[Collected data]
######

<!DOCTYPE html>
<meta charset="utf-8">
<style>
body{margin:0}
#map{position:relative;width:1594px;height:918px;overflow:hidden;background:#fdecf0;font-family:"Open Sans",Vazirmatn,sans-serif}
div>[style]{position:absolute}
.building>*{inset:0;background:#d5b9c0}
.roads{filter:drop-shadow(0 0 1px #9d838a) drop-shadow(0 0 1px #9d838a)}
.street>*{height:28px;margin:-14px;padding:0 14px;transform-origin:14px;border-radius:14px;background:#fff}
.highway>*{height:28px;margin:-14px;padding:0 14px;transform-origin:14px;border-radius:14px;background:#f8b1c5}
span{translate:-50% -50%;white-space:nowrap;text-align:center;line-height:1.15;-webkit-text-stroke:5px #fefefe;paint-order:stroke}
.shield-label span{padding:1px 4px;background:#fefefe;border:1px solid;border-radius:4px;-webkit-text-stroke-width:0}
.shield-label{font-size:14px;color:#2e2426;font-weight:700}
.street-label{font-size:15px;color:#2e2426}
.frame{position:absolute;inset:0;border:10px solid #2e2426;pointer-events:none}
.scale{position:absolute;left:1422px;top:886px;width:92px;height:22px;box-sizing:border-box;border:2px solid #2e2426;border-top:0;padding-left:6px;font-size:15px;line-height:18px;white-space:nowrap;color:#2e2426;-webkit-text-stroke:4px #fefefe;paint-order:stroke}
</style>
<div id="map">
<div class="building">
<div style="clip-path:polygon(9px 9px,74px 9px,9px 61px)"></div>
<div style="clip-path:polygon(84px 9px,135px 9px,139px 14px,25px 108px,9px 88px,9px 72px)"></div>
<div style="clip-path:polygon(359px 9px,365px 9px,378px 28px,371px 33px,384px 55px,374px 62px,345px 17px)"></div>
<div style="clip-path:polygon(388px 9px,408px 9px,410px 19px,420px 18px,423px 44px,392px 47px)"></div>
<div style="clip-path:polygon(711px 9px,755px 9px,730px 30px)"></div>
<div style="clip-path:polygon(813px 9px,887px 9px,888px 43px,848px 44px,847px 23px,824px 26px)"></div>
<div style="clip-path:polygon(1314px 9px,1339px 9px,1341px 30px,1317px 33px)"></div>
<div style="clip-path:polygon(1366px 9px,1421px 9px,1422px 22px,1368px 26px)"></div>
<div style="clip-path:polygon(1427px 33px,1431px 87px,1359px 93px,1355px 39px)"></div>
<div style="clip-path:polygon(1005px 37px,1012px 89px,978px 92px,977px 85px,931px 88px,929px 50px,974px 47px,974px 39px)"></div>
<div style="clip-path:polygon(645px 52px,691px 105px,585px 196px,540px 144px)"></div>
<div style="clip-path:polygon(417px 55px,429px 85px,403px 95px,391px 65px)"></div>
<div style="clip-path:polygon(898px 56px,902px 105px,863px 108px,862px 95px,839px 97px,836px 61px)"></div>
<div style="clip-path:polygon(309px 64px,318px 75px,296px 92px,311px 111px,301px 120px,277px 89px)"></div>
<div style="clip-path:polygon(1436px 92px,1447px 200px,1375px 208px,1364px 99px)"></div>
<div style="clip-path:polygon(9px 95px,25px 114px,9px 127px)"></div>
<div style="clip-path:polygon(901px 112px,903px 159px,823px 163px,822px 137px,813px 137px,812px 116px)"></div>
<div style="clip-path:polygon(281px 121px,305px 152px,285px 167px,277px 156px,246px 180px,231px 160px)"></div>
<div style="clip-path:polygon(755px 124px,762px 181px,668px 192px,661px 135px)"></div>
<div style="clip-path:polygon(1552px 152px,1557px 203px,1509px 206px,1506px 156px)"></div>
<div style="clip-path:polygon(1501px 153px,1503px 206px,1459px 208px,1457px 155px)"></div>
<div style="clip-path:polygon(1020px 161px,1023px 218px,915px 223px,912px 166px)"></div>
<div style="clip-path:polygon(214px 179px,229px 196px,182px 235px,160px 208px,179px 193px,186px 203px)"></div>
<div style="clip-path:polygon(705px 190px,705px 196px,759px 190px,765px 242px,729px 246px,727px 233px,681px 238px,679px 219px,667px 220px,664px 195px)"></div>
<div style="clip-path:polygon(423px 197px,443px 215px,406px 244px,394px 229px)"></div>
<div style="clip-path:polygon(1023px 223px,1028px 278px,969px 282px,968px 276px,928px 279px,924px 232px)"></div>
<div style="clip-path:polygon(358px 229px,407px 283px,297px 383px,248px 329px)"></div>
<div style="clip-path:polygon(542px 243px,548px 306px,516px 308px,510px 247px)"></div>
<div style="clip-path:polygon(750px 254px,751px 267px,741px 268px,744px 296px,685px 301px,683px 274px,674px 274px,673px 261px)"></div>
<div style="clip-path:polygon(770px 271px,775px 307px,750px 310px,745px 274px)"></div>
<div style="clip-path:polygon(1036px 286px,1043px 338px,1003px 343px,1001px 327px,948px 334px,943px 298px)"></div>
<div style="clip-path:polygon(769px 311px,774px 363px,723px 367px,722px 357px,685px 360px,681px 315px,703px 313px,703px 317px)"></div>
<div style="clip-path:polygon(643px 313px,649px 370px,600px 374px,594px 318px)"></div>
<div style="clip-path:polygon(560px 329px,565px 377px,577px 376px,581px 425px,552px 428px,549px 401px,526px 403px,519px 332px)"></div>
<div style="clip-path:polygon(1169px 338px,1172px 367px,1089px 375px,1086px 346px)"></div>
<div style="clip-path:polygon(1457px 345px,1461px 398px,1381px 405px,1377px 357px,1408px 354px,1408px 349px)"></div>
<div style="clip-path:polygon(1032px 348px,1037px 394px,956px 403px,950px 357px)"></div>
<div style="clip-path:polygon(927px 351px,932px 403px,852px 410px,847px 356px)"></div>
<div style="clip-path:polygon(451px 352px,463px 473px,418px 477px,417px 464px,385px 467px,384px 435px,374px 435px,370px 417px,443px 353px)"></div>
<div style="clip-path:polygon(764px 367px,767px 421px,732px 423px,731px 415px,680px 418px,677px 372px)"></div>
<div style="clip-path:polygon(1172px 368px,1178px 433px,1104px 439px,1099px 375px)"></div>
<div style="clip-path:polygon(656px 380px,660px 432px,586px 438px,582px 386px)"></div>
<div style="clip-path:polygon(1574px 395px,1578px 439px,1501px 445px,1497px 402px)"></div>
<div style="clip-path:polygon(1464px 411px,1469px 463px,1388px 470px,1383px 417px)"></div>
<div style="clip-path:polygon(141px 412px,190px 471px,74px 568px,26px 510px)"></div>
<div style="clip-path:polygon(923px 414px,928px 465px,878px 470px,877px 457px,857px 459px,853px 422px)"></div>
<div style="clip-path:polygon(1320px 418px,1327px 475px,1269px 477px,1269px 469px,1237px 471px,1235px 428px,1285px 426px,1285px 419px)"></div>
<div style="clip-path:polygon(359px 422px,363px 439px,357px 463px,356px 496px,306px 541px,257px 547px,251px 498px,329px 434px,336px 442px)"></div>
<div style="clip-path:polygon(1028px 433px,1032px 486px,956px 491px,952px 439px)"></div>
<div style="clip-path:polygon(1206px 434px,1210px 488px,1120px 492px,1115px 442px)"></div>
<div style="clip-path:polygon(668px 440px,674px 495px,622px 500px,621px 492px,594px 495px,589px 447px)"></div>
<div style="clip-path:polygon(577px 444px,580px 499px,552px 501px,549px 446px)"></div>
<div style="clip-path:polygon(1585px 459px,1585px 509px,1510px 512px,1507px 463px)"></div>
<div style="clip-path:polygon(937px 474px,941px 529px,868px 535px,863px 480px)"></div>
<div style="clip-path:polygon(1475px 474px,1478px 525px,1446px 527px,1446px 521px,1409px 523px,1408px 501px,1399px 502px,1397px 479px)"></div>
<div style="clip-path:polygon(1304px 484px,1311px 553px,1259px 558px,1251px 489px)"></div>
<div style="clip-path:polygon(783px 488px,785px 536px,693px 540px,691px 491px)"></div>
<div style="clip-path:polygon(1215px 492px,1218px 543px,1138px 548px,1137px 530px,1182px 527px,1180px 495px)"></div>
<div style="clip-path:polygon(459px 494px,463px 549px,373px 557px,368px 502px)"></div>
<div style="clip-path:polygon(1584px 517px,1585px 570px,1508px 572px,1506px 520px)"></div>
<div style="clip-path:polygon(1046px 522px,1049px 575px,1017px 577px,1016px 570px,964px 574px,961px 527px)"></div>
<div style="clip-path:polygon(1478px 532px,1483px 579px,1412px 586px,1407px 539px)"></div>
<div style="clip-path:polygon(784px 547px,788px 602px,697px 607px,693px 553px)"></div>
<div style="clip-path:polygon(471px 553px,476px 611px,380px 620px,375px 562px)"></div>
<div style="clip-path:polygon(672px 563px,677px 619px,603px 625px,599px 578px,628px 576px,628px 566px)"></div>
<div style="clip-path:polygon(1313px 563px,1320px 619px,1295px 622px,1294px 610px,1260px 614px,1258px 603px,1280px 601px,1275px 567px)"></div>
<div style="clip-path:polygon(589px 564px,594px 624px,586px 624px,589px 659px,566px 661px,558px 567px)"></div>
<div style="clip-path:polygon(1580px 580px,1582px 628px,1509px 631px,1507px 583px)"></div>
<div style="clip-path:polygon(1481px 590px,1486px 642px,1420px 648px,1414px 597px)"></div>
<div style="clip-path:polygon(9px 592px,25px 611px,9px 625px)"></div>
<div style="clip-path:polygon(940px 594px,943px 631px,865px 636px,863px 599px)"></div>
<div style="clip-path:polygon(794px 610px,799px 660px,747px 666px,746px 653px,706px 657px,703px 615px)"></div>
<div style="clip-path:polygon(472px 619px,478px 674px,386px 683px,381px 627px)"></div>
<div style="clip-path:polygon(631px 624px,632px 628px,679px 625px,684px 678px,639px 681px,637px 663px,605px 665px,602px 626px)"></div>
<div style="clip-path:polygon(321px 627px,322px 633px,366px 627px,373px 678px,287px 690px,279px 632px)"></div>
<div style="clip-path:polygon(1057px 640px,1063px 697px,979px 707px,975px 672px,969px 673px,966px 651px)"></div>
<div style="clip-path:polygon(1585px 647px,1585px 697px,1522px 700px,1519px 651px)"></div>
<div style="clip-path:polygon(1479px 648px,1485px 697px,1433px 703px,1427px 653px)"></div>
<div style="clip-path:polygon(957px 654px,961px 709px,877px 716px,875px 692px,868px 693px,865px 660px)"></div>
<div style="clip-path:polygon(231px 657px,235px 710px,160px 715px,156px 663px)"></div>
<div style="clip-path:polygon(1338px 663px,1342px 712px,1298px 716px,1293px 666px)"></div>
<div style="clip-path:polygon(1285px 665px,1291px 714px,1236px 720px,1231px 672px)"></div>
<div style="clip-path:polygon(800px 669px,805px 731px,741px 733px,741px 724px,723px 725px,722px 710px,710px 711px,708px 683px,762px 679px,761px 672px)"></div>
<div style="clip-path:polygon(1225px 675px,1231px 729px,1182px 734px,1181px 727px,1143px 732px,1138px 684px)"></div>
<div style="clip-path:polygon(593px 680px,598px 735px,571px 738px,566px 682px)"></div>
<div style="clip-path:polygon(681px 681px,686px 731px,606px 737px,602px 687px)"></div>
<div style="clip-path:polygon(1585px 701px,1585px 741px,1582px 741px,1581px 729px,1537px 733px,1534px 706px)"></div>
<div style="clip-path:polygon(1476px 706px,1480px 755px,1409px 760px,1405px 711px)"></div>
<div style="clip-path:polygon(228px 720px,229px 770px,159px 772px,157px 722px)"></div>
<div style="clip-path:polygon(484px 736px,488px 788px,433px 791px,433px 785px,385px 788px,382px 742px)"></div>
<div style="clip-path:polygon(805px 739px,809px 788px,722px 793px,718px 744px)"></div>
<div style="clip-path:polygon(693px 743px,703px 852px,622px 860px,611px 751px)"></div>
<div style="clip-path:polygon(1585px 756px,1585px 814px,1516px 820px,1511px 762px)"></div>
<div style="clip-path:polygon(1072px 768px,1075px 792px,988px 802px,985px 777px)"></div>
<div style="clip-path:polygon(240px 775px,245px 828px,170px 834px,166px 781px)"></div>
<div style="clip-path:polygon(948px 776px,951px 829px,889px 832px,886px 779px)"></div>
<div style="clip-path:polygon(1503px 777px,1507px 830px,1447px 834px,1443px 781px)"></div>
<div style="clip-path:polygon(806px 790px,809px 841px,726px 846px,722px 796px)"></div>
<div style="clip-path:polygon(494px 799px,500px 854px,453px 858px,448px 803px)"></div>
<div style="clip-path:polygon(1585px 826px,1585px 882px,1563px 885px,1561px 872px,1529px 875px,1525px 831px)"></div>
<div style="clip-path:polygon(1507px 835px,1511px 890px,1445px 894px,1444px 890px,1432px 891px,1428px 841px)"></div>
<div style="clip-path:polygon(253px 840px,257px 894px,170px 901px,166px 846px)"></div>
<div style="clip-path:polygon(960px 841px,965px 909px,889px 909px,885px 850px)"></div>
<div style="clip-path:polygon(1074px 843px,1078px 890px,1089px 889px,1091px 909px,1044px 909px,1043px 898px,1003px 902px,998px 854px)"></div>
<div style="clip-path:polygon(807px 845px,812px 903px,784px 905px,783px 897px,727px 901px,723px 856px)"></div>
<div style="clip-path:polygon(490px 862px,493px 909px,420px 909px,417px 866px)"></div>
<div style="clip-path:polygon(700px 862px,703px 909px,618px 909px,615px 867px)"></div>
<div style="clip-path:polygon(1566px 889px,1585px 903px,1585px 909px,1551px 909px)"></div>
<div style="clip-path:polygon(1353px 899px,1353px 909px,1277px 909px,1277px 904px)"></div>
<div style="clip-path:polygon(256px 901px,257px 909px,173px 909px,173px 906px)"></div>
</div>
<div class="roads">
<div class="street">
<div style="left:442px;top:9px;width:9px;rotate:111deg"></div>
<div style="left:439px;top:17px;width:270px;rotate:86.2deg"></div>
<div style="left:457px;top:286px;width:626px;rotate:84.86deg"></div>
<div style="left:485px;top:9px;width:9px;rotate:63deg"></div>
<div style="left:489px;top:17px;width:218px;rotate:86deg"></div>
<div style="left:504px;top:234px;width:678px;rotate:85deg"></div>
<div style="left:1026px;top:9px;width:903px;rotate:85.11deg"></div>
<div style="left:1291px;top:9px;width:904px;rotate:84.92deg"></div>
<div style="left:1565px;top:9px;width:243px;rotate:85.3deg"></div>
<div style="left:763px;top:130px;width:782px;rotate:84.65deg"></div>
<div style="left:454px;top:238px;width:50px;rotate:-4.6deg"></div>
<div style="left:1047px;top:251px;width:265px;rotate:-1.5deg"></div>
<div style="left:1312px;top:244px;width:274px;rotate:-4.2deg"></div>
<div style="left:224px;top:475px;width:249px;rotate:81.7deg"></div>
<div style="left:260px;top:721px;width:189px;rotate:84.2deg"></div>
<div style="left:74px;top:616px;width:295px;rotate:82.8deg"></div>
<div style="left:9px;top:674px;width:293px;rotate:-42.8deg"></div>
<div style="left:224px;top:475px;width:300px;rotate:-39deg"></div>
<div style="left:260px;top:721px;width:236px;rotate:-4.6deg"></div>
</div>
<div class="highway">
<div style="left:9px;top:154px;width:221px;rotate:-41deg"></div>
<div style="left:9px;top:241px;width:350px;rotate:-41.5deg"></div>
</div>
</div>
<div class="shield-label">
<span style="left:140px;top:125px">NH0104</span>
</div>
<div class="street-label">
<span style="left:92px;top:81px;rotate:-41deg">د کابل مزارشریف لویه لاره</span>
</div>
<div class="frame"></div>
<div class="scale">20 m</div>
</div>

######

## What is being asked
Reproduce exactly, please, only the lines from the start of the data above to the line that contains "1px #9d838a) drop-shadow(0", with both ends kept.

## Your solution
<!DOCTYPE html>
<meta charset="utf-8">
<style>
body{margin:0}
#map{position:relative;width:1594px;height:918px;overflow:hidden;background:#fdecf0;font-family:"Open Sans",Vazirmatn,sans-serif}
div>[style]{position:absolute}
.building>*{inset:0;background:#d5b9c0}
.roads{filter:drop-shadow(0 0 1px #9d838a) drop-shadow(0 0 1px #9d838a)}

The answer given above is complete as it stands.